Grain Studios: Forge Agent Runtime
Queue-Based Autonomous Worker System
- Role
- Architect & Developer
- Platform
- Python, Redis, macOS
- Industry
- AI Infrastructure
- Focus
- Task Orchestration
Project Overview
I spent every summer, every other winter, and every spring break in Washington State. The Mt. St. Helens blast zone was my motorcycle playground — miles of volcanic dead ground where nothing was supposed to grow back, and all of it did. That's the energy here: build in harsh conditions, make it self-sustaining, don't look back.
Forge is the Redis-backed runtime that orchestrates AI work on Apple M4 Silicon. Queues coordinate GPU access, health monitoring, code review, research scanning, and overnight chain execution — all autonomous, all running as 81 macOS LaunchAgents with self-healing built in.
Every night it runs a 28-step DAG: GPU warmup, security review, code review, auto-fix with draft PRs, arXiv and ecosystem scouts, knowledge consolidation, perf benchmarks, and a morning briefing on my desk before I wake. 43 specialized workers carry it. Zero cloud — it all runs while I sleep.
Key Features
- →GPU Locking — Redis SET NX EX mutex preventing concurrent GPU access, with automatic Ollama model unloading to free VRAM before training jobs.
- →Deterministic Triage Gate — Pre-LLM scoring on the Amygdala worker that short-circuits to GREEN when all health checks pass, skipping expensive LLM inference entirely.
- →Adapter Versioning — Semantic versioning with symlinked directories, enabling instant rollback of LoRA adapters to any previous version.
- →Self-Healing Daemon — Proactive scanner runs every 60 seconds checking all 81 LaunchAgents, kickstarting any that crashed. Reactive listener handles service-level recovery (Ollama restart, SSD remount, queue flush). Max 3 attempts per signal with cooldown timers.
- →Overnight Chain Orchestration — 28-step DAG running from GPU warmup through security review, code review, research scanning, ecosystem monitoring, knowledge consolidation, and morning briefing during off-hours. Weekly consolidation compresses knowledge on Sundays.
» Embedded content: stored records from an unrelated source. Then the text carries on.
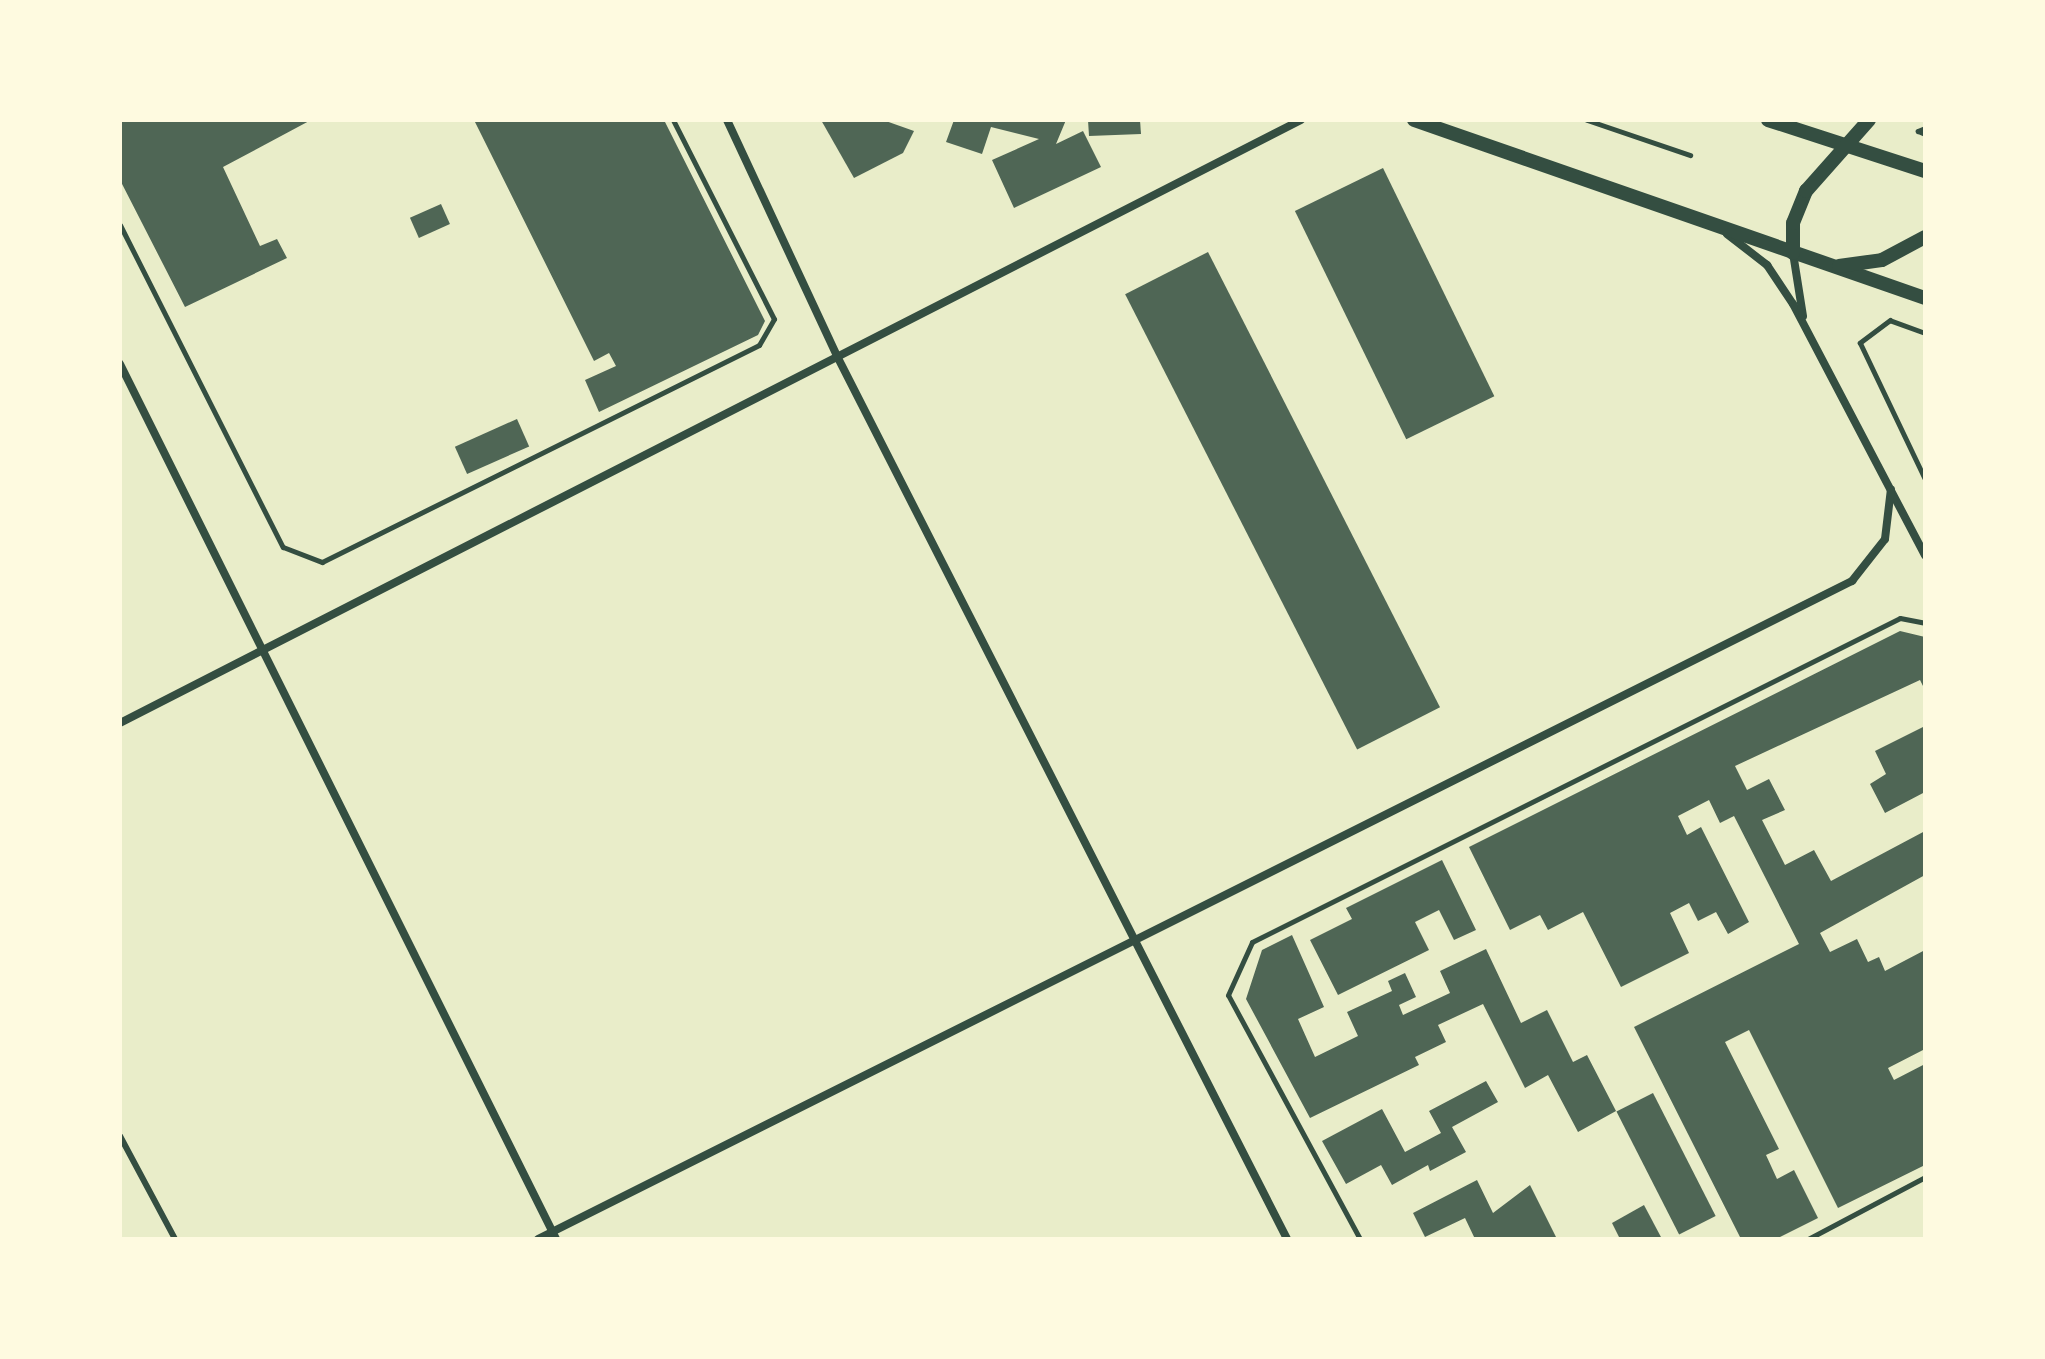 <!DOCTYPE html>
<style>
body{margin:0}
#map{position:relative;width:2045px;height:1359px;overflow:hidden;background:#e9edc9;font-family:Karla,sans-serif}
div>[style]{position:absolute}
.building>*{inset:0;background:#4f6655;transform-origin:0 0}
.path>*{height:5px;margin:-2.5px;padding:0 2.5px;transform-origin:2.5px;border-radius:2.5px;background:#344e41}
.service>*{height:6px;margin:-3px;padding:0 3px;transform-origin:3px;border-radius:3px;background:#344e41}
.minor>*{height:8px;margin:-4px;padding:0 4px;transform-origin:4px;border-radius:4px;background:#344e41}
.tertiary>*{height:14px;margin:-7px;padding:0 7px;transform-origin:7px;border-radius:7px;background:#344e41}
span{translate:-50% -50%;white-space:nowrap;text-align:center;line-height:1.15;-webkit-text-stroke:7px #fefae0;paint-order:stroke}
.frame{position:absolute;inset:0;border:122px solid #fefae0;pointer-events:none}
</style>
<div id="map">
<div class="building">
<div style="clip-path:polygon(120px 120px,311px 120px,223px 167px,260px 246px,277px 239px,287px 258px,185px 307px,120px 180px)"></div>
<div style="clip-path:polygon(474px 120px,664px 120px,765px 321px,758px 335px,599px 412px,585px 380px,616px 366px,609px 353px,594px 361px)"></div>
<div style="clip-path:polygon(821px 120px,883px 120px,914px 131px,903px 153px,854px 178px)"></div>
<div style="clip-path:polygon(954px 120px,1066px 120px,1056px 144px,1083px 131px,1101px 167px,1014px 208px,992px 160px,1039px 139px,991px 127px,982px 154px,946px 142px)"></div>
<div style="clip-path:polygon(1088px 120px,1140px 120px,1141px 134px,1089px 136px)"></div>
<div style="left:1383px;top:168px;width:254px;height:98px;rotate:64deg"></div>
<div style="left:441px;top:204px;width:22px;height:34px;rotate:66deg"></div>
<div style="left:1208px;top:252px;width:511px;height:93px;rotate:63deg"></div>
<div style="left:517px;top:419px;width:30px;height:68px;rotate:66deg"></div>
<div style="clip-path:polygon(1900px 631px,1925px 637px,1925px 690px,1920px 680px,1735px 766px,1747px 790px,1769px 779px,1785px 810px,1762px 820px,1785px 865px,1814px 850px,1831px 881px,1925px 831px,1925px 875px,1820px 933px,1830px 952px,1857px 939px,1868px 962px,1879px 957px,1885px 971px,1925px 950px,1925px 1049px,1888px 1068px,1894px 1080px,1925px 1064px,1925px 1165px,1838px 1208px,1749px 1030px,1725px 1042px,1779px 1149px,1766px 1155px,1777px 1179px,1794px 1170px,1818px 1218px,1776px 1239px,1741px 1239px,1634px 1027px,1799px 944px,1734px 816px,1720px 823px,1709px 800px,1678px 816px,1687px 835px,1701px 827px,1749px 922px,1728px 934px,1716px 912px,1698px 921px,1689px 903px,1670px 913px,1689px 953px,1621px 987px,1583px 912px,1548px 930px,1540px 915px,1510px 930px,1469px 847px)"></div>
<div style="clip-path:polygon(1925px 726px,1925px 792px,1885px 813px,1870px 784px,1886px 774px,1875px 751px)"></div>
<div style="clip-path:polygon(1442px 860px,1476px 930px,1454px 940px,1439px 910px,1415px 922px,1429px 950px,1338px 995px,1310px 940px,1352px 919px,1346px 908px)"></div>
<div style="clip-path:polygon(1292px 935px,1324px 1007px,1298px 1019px,1315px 1057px,1358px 1036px,1347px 1012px,1392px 991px,1388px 981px,1405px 973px,1416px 997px,1399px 1005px,1403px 1015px,1450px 993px,1440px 971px,1486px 949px,1521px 1023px,1547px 1010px,1573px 1062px,1587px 1055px,1616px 1111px,1578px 1132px,1548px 1075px,1525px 1088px,1483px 1004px,1438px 1025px,1446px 1042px,1415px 1057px,1419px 1065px,1310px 1118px,1246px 999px,1262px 950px)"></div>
<div style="clip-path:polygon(1486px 1081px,1498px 1102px,1452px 1127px,1466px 1152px,1430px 1171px,1428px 1165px,1392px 1185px,1381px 1165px,1346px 1184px,1322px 1141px,1382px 1109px,1405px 1152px,1441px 1133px,1429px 1111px)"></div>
<div style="left:1653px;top:1093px;width:138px;height:41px;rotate:63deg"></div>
<div style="clip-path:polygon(1477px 1180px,1493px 1213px,1530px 1185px,1557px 1239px,1475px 1239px,1465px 1218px,1425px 1237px,1413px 1213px)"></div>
<div style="clip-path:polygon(1644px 1205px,1662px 1239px,1620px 1239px,1612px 1223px)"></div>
</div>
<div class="path">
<div style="left:1587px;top:120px;width:109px;rotate:18.8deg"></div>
<div style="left:1925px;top:128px;width:8px;rotate:157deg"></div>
<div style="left:1918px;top:131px;width:8px;rotate:23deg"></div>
<div style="left:120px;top:225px;width:361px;rotate:63.2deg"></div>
<div style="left:283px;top:547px;width:42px;rotate:21deg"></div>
<div style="left:322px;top:562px;width:488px;rotate:-26.4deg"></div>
<div style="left:759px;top:345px;width:30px;rotate:-60deg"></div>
<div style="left:774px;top:319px;width:223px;rotate:-116.9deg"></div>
<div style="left:1925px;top:333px;width:37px;rotate:-160deg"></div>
<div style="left:1890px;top:320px;width:38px;rotate:143deg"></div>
<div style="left:1860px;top:343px;width:151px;rotate:64.5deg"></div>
<div style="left:1360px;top:1239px;width:277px;rotate:-118.4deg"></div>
<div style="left:1228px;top:995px;width:58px;rotate:-65.6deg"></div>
<div style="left:1252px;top:942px;width:724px;rotate:-26.57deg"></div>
<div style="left:1900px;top:618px;width:25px;rotate:11deg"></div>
<div style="left:1808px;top:1239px;width:132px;rotate:-27.9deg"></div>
</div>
<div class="service">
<div style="left:120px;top:1136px;width:117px;rotate:61.9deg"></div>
</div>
<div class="minor">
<div style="left:727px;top:120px;width:263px;rotate:65deg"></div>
<div style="left:838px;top:358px;width:989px;rotate:62.99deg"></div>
<div style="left:1727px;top:234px;width:51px;rotate:37.8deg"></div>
<div style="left:1767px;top:265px;width:47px;rotate:56.3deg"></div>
<div style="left:1793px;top:304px;width:284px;rotate:62.3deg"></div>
<div style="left:1793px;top:253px;width:64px;rotate:81deg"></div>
<div style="left:120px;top:364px;width:978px;rotate:63.51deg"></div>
<div style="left:120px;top:723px;width:1326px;rotate:-27.05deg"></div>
<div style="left:538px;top:1239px;width:1470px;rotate:-26.6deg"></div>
<div style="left:1852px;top:581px;width:53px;rotate:-51.8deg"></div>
<div style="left:1885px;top:539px;width:50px;rotate:-83.2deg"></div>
</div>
<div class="tertiary">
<div style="left:1414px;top:120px;width:541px;rotate:19.21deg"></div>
<div style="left:1768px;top:120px;width:165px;rotate:18deg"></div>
<div style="left:1793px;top:253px;width:30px;rotate:-90deg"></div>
<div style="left:1793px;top:223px;width:35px;rotate:-68deg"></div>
<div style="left:1806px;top:191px;width:95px;rotate:-48.4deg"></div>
<div style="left:1839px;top:266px;width:43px;rotate:-7.9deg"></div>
<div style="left:1882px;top:260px;width:49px;rotate:-28.1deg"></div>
</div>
<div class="frame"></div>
</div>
- →43 Specialized Workers — Health checks, morning briefings, Amygdala threat assessment, GPU warmup, article scanning, arXiv research scout, nightly code review, PR digest, site analytics, ecosystem watch, evolution monitoring, weekly consolidation, atlas compilation, autonomous Claude agent, and sandbox builder (generates complete iOS apps via Ollama + xcodegen + xcodebuild) — each running as a macOS LaunchAgent daemon.
- →Coquina Integration — All workers authenticate with Coquina API keys to store reports and findings as persistent memories, building institutional knowledge automatically.
- →Slack Notifications — Real-time alerts for task completion, failures, and GPU contention pushed to Slack channels with Block Kit formatting.
Technical Approach
Built on Redis BLPOP/RPUSH queues: ordered, reliable, no surprises. Each worker is a LaunchAgent daemon with its own heartbeat, retry logic, and error handling. A GPU coordinator holds a mutex so inference and training never collide.
The 28-step overnight chain runs hands-off on off-peak hours, when the GPU would otherwise sit idle. I wake to a briefing that tells me exactly what the system did.
Amygdala, the security worker, runs a deterministic triage gate before any model is called — rule-based scoring short-circuits to GREEN when health checks pass, and only real anomalies reach the LLM. Don't burn compute on problems math already solved.
Outcome
Forge runs 43 autonomous workers — security council, code review, auto-fix, arXiv and article scouts, ecosystem watch, model scout, consolidation, perf benchmarks, app generation, and more. The 28-step chain runs every night and I don't touch it.
Self-healing keeps it alive without me: a 60-second daemon restarts crashed workers, tasks retry, GPU locks release clean. The deterministic triage gate killed the wasted LLM calls on routine health checks.
Every worker writes its findings back to Coquina as searchable memory. The system remembers what it learned overnight. So do I.